An automatic renewal contract clause, also known as evergreen or self-renewal clause, acts to keep renewing the contract, often for long periods such as 5-year terms. Termination notice on these types of contracts is often hidden in the fine print and can have notification periods of as long as 90 to 120 days. In other contracts, we have seen automatic annual price increases that are non-negotiable. These increases can be significant and can cause financial hardship to your business. Keeping track of these contracts and clauses can be challenging for business owners who often have more pressing decisions and deadlines such as completing customer projects and issuing payroll to staff. Having a professional bookkeeping service manage these contracts for you can take the stress out and ensure you don’t get locked into long-term deals that do not serve your business well.
- If in Doubt – Seek a Legal Opinion
If there are any parts of the agreement that you don’t understand, you MUST seek a legal opinion from an expert. This article must not be considered legal advice — it is merely attempting to share some of the pitfalls you may encounter when presented with a contract to sign. You may find written agreements too complicated to understand, but that shouldn’t make you feel uneasy. It is imperative that you fully understand every contract and clause before signing it. If you don’t seek advice when needed, you could be exposed to a multitude of financial and other obligations.
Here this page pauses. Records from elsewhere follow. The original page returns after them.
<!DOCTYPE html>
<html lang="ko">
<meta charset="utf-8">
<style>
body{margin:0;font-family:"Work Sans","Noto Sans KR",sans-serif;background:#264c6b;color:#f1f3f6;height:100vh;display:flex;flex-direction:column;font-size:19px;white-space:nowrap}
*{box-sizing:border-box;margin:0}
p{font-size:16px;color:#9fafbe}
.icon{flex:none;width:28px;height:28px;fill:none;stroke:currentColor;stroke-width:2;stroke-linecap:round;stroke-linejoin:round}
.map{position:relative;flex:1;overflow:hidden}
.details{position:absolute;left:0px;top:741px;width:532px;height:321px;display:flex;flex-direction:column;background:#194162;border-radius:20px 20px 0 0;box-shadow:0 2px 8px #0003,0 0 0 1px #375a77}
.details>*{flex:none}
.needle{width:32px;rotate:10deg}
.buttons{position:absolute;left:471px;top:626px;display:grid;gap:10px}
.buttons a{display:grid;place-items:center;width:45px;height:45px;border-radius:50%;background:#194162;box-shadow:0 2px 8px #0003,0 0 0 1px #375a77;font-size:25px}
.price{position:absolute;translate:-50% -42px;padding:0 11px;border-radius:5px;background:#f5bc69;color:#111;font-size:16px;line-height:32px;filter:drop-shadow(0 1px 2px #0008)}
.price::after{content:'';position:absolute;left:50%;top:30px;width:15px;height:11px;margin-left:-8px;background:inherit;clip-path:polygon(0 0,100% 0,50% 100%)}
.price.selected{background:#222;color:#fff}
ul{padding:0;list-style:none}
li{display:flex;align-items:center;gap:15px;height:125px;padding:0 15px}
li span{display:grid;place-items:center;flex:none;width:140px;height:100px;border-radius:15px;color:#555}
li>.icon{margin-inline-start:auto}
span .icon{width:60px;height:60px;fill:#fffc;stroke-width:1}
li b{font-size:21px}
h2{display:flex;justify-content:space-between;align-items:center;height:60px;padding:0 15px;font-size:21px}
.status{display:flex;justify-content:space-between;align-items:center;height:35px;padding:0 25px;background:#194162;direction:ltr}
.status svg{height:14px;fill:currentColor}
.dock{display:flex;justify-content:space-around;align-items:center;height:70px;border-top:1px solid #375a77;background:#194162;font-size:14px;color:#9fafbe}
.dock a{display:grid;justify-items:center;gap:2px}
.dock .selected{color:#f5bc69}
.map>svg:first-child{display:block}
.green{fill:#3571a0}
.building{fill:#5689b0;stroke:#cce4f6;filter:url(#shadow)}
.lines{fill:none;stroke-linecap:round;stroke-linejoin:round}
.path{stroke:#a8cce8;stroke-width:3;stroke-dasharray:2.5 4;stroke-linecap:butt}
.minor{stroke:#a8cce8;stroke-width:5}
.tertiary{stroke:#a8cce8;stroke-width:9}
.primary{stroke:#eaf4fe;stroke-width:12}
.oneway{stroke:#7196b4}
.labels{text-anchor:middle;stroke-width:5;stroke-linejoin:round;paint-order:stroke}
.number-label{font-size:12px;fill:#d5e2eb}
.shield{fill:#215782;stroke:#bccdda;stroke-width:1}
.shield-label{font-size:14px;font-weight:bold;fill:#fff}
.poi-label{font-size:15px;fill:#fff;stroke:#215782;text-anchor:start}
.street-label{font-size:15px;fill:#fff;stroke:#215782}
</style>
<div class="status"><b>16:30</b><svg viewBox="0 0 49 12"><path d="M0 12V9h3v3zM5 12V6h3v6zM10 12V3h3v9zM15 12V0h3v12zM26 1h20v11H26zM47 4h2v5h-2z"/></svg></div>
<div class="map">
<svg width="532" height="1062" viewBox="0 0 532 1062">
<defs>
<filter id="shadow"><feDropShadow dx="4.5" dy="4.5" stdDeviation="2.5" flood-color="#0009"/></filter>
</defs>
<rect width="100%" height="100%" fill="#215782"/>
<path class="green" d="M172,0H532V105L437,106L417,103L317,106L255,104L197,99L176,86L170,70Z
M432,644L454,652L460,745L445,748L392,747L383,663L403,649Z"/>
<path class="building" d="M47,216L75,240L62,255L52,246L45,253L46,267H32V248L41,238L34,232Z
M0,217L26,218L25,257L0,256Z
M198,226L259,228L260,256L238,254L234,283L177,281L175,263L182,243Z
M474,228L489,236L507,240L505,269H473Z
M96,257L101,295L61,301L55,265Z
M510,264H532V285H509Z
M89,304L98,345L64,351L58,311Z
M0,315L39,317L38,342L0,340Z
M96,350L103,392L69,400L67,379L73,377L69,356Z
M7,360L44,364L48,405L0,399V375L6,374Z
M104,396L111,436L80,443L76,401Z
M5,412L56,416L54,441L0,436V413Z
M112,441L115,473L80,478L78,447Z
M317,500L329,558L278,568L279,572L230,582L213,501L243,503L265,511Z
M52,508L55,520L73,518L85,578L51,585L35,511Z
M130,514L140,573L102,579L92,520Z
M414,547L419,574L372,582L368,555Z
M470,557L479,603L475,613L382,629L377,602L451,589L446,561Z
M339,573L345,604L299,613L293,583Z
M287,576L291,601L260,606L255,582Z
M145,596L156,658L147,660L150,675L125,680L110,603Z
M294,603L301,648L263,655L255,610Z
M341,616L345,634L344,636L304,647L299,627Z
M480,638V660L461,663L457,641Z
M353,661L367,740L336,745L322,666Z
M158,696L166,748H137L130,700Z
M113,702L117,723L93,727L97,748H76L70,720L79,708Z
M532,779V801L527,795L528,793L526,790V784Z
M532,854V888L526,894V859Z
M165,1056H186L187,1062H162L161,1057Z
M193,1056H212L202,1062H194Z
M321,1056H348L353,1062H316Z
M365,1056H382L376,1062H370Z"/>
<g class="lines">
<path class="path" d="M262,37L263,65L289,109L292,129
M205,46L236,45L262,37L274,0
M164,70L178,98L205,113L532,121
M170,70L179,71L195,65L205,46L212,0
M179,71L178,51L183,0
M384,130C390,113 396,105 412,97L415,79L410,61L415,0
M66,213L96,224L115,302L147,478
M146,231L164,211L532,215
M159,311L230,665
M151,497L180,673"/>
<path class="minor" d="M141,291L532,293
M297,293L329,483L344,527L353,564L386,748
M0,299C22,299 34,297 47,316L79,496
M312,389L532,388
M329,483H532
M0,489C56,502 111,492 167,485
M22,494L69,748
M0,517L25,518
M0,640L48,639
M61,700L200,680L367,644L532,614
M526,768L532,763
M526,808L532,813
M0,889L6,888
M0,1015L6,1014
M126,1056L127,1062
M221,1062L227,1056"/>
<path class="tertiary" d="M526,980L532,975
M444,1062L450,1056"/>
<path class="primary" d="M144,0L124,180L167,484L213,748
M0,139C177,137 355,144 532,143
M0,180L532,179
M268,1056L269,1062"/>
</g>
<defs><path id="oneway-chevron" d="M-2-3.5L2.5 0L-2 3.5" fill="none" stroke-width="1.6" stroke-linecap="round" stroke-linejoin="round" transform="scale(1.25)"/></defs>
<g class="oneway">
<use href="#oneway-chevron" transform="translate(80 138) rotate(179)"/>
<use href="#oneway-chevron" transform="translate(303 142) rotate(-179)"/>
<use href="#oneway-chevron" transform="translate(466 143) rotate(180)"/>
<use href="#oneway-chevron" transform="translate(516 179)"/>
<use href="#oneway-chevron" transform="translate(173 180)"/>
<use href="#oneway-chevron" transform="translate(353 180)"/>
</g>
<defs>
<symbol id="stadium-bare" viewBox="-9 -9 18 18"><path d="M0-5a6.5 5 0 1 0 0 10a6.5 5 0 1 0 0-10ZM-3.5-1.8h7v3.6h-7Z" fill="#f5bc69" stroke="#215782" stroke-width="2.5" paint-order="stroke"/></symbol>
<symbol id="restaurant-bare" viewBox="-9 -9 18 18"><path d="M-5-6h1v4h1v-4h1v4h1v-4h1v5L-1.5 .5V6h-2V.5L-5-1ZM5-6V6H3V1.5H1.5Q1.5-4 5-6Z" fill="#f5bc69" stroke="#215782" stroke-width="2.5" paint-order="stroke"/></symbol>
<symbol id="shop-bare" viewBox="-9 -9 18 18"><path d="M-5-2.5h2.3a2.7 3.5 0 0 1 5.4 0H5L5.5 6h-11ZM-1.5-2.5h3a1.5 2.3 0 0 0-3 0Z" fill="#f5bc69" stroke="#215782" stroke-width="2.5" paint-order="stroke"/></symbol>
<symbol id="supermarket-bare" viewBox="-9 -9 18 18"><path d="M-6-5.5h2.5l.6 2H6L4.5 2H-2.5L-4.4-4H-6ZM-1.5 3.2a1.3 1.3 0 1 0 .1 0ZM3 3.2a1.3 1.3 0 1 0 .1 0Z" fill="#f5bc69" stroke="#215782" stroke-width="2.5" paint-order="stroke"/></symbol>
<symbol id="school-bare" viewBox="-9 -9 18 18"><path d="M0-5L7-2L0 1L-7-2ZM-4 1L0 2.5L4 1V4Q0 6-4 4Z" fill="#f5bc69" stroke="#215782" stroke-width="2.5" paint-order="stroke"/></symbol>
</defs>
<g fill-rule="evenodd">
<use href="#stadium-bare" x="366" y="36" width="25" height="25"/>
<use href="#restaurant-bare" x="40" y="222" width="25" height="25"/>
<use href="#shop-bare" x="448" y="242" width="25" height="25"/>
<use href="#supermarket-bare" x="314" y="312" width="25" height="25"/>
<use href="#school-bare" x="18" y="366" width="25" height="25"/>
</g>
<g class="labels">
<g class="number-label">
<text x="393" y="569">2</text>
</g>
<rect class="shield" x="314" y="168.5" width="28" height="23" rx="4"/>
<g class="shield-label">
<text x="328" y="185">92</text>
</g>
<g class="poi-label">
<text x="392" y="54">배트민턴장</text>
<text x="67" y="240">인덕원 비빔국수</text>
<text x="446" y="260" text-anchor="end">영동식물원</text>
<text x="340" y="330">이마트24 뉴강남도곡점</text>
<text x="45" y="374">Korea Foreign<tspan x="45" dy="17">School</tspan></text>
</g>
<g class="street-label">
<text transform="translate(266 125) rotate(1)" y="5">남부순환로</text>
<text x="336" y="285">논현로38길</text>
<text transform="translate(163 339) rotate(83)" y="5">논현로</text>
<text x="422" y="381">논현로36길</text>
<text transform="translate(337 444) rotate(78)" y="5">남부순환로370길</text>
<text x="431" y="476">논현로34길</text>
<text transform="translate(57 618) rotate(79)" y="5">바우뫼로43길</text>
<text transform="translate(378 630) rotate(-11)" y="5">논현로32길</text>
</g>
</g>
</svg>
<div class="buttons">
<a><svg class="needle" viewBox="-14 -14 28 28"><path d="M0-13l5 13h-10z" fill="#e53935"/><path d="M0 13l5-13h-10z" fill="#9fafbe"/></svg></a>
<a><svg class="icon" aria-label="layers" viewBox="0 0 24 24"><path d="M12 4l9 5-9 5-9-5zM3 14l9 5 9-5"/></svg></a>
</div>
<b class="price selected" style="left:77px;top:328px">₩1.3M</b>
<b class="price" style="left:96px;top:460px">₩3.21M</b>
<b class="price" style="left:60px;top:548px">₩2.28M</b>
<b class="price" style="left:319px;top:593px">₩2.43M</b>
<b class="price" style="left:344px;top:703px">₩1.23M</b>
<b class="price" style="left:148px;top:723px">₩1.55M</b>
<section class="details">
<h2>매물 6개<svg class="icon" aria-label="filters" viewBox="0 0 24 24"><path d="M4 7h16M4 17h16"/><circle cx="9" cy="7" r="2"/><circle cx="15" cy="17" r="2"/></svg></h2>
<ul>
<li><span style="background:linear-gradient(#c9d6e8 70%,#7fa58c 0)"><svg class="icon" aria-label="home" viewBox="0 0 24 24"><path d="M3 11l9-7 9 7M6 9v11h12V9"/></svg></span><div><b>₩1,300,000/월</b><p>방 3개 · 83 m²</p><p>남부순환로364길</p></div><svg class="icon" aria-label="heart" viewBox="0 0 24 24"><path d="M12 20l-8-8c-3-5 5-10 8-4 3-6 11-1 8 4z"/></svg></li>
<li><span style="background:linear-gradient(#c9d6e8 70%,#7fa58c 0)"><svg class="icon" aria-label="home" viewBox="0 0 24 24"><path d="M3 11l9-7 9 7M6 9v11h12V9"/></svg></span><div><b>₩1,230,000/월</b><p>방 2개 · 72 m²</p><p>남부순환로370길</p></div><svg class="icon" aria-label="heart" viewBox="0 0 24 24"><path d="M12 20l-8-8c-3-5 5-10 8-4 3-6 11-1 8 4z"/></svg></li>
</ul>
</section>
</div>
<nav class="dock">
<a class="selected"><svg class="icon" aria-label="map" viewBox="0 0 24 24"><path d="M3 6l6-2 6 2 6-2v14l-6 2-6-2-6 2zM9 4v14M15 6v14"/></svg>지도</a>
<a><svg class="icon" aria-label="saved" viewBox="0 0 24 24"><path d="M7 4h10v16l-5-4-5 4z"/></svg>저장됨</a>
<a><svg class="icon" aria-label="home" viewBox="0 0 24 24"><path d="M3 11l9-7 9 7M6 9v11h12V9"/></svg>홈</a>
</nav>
- How to Cancel a Contract
Before signing the contract, it is always a good idea to find out how to cancel or end the arrangement. Usually, this is detailed in the termination clause. What will happen in case of termination? A contract can be terminated due to the impossibility of performance, breach of contract, prior agreement, rescission or completion of the deal. In the termination clause, lies the list of reasons and the notice period, in case it comes to contract termination. You need to be aware of all your entitlements in case that happens.
Before you sign a contract, you should have a clear view of what you’re getting into. Consider these things before signing to save yourself from future headaches.